The God We Fear

The word, “fear”, can have many connotations. It can be used to describe the feeling of being afraid, a reverence for something or someone, the intent to obey, the heart behind that obedience. [Ecclesiastes 12:13] gives us instruction to “… Fear God and keep His commandments, For this is man’s all.” Other translations of this verse describe the fear of God as the “whole duty of man”.  There are many verses in the Bible describing what this fear of the Lord looks like, so what can we understand of it, and what can we understand of the God we are meant to fear?

God is fearsome.

[Psalm 33:8-9]

“Let all the earth fear the Lord;
Let all the inhabitants of the world stand in awe of Him.
For He spoke, and it was done;
He commanded, and it stood fast.”

The greatness, authority and holiness of God all warrant fear. It is a fear acknowledging His awesome deeds, and a fear that recognises the consequence of crossing His righteousness. The greatness of God cannot be compared to. He judges the nations, and repays what is just. His holiness cannot be compared to, and the rightful punishment of sin is death. We should fear God in the knowledge of His righteous authority to judge, and the power of His Name.


Yet, God is approachable.

[Proverbs 14:26-27]

“In the fear of the Lord there is strong confidence,
And His children will have a place of refuge.
The fear of the Lord is a fountain of life,
To turn one away from the snares of death.”
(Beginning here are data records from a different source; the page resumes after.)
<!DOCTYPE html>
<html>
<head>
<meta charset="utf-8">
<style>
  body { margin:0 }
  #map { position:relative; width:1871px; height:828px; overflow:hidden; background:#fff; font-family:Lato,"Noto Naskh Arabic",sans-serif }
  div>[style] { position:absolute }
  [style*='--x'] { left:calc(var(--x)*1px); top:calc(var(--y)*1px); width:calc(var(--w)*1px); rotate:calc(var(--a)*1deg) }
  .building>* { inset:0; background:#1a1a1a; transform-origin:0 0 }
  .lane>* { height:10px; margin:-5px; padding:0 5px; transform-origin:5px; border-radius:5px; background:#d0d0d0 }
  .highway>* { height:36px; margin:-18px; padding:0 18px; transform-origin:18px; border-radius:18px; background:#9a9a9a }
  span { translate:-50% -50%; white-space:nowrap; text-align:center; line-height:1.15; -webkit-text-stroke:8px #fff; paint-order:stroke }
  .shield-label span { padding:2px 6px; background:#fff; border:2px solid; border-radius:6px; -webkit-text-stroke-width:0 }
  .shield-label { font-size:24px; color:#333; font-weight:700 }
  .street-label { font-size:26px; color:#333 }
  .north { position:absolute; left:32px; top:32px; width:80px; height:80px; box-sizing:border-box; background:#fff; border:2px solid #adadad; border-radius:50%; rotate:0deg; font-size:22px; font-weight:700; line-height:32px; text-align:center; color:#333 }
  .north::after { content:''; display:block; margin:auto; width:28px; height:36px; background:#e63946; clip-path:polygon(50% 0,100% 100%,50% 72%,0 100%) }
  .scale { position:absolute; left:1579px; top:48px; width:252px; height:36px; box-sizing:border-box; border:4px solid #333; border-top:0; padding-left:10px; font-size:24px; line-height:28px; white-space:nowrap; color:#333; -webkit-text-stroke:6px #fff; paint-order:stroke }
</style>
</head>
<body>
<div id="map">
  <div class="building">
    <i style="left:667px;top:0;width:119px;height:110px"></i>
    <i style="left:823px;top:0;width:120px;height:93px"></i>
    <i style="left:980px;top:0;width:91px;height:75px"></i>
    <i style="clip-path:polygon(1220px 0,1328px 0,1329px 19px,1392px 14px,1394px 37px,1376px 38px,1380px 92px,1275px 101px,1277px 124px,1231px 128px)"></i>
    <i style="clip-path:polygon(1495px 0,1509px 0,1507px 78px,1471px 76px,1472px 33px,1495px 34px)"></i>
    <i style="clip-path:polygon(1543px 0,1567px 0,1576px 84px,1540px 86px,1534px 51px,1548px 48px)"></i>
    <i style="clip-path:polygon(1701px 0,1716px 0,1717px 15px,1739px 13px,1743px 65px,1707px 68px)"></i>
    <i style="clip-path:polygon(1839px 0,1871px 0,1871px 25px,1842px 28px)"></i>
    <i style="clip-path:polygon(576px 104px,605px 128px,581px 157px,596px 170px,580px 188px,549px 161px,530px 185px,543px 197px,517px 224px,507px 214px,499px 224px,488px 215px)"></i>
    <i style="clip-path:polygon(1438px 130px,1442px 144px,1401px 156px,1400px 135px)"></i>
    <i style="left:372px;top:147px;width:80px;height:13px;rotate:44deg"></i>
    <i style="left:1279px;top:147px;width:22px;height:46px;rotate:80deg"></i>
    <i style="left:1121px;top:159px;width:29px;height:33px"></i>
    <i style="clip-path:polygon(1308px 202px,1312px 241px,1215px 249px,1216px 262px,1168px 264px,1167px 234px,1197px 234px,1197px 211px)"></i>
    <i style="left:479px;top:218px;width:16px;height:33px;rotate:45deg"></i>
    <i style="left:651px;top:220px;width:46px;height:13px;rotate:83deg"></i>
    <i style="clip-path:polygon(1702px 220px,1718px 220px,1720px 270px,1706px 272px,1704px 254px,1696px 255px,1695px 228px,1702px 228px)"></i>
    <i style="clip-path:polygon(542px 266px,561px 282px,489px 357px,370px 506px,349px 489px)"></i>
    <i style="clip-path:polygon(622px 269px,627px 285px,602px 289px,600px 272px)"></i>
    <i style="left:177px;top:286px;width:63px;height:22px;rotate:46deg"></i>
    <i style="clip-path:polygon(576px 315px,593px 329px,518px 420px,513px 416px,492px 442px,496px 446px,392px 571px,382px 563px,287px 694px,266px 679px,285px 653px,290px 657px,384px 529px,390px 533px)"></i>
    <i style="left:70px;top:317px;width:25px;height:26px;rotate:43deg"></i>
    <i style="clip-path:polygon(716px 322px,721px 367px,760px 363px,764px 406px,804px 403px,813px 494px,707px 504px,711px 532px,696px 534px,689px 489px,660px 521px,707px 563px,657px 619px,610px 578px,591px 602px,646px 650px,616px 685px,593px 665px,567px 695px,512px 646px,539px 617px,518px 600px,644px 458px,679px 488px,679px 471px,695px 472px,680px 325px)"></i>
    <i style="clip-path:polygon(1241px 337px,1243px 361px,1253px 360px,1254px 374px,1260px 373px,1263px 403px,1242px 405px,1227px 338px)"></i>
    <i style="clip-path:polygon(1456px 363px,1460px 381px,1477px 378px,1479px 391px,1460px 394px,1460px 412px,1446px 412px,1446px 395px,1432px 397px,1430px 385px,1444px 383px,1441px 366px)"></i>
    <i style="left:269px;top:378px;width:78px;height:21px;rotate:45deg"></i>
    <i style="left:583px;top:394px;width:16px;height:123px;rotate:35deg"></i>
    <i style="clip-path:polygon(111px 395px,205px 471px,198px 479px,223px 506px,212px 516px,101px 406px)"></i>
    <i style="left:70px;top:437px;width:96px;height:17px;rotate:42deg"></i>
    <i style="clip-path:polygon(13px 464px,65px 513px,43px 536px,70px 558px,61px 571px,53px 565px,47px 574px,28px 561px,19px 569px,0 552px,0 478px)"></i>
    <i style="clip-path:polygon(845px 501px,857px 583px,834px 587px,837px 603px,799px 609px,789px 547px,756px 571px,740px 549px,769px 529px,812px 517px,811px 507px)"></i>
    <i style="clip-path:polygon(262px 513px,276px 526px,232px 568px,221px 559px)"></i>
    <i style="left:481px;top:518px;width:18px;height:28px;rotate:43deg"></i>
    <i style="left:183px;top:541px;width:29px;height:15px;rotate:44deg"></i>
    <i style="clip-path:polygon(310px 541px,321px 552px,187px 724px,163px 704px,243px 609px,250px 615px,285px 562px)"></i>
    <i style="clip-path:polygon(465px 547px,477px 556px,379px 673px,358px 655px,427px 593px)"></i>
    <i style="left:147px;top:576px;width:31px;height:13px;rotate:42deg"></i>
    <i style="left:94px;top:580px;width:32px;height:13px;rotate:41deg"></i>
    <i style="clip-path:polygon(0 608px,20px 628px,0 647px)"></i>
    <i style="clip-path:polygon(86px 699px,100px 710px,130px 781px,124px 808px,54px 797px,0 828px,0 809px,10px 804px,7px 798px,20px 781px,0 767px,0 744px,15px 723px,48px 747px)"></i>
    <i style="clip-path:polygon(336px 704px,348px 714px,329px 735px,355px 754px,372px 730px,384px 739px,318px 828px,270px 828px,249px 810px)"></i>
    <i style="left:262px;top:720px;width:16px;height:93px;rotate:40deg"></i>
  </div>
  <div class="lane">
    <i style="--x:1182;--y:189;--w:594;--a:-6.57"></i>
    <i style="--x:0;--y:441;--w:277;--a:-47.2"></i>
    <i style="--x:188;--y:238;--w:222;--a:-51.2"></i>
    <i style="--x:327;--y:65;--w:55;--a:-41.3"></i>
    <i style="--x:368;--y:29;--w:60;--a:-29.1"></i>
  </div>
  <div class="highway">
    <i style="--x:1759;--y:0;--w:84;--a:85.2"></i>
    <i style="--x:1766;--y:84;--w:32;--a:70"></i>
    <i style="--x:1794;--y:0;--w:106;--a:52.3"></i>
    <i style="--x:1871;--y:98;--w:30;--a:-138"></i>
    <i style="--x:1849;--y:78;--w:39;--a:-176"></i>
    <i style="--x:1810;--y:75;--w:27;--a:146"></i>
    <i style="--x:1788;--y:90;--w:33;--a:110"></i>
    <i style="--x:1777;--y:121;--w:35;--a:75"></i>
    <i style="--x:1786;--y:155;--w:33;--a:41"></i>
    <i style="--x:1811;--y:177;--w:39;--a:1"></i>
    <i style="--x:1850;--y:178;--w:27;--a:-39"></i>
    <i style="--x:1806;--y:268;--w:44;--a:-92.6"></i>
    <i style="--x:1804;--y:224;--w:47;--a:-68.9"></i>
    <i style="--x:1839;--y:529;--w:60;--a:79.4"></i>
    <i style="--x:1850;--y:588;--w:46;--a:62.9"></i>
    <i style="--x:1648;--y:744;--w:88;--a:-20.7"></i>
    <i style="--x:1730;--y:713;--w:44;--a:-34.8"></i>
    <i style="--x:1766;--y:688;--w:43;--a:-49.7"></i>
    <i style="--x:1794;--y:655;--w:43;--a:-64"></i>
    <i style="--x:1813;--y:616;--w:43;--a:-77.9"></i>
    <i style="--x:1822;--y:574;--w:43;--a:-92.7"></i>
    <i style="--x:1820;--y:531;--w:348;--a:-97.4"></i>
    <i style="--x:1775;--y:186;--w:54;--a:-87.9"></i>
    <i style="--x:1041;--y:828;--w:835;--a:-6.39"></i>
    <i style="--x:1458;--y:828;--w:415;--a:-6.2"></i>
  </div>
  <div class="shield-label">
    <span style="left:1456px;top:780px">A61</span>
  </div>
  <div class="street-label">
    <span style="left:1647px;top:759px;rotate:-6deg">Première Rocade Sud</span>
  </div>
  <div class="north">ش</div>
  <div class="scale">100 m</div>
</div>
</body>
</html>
Despite the power of God, the Bible tells us that there is refuge and confidence in Him. True fear of God does not demobilise or demoralise us. Instead, it allows us to see the good way of the Lord. It allows us to put our trust in Him and follow Him. In doing so, we are led into His life, and away from things that lead to death. God’s ways always protect us. When we fear Him, and obey Him, we experience His life.


Obedience from a heart of legalism does not give freedom.

The Pharisees and Sadducees were teachers of the law, yet they failed to find the freedom in it. That is because obedience for the sake of obedience accomplishes nothing more than legalism. The whole purpose of the God’s law is to set us free in the knowledge of His life.

Proverbs 1:7 tells us that the fear of the Lord gives knowledge, and Proverbs 8:13 tells us that it causes us to hate evil. The law of the Lord is not for us to exalt ourselves, or for us to feel like we are earning salvation. It is there to show us what is good, and to show us the life we can have in God. When Jesus rebuked the Pharisees in Matthew 23, He showed them their heart behind their outward acts of obeying the law. Inside, they were “full of dead men’s bones and all uncleanliness.” [Matthew 23:27]

Obedience is more than an action, it is an act of faith.


Obedience from a heart of reverence is worship.

King David, in his psalms, often referred to the law of the Lord as his delight. The fear of the Lord, demonstrated in the life of David, showed a heart that honoured and worshipped God continuously. David’s obedience to God came out of his relationship with God.

[Psalm 119:35-39]

“Make me walk in the path of Your commandments,
For I delight in it.
Incline my heart to Your testimonies,
And not to covetousness.
Turn my eyes from looking at worthless things,
And revive me in Your way.
Establish Your word to Your servant,
Who is devoted to fearing You.
Turn away the reproach which I dread,
For Your judgements are good.”


We fear God and it is our salvation.

David recognised God who is fearsome in power and righteousness. Yet he also knew God who is gracious and made a way for salvation. Knowing these characteristics of God, he made the decision to live his life fearing God and obeying God’s commands. David trusted who he knew to be a loving God, and determined to follow His good statutes.


The God we fear deserves our awe because of His might and holiness.
He deserves our worship because He is Lord over all.
He deserves our trust because He is good.
He deserves our obedience because He created the way for our salvation, even giving up His own son on the cross so that every sin could be washed away in the blood of Jesus.

He deserves more than we can give Him, and even when we despise Him, He loves us and remains patient.

His kingdom will come, and His justice will be established, but those who fear Him will know His salvation and experience His life.

What choice will we make with our lives?
Will we choose to love, fear and obey the God who loves us?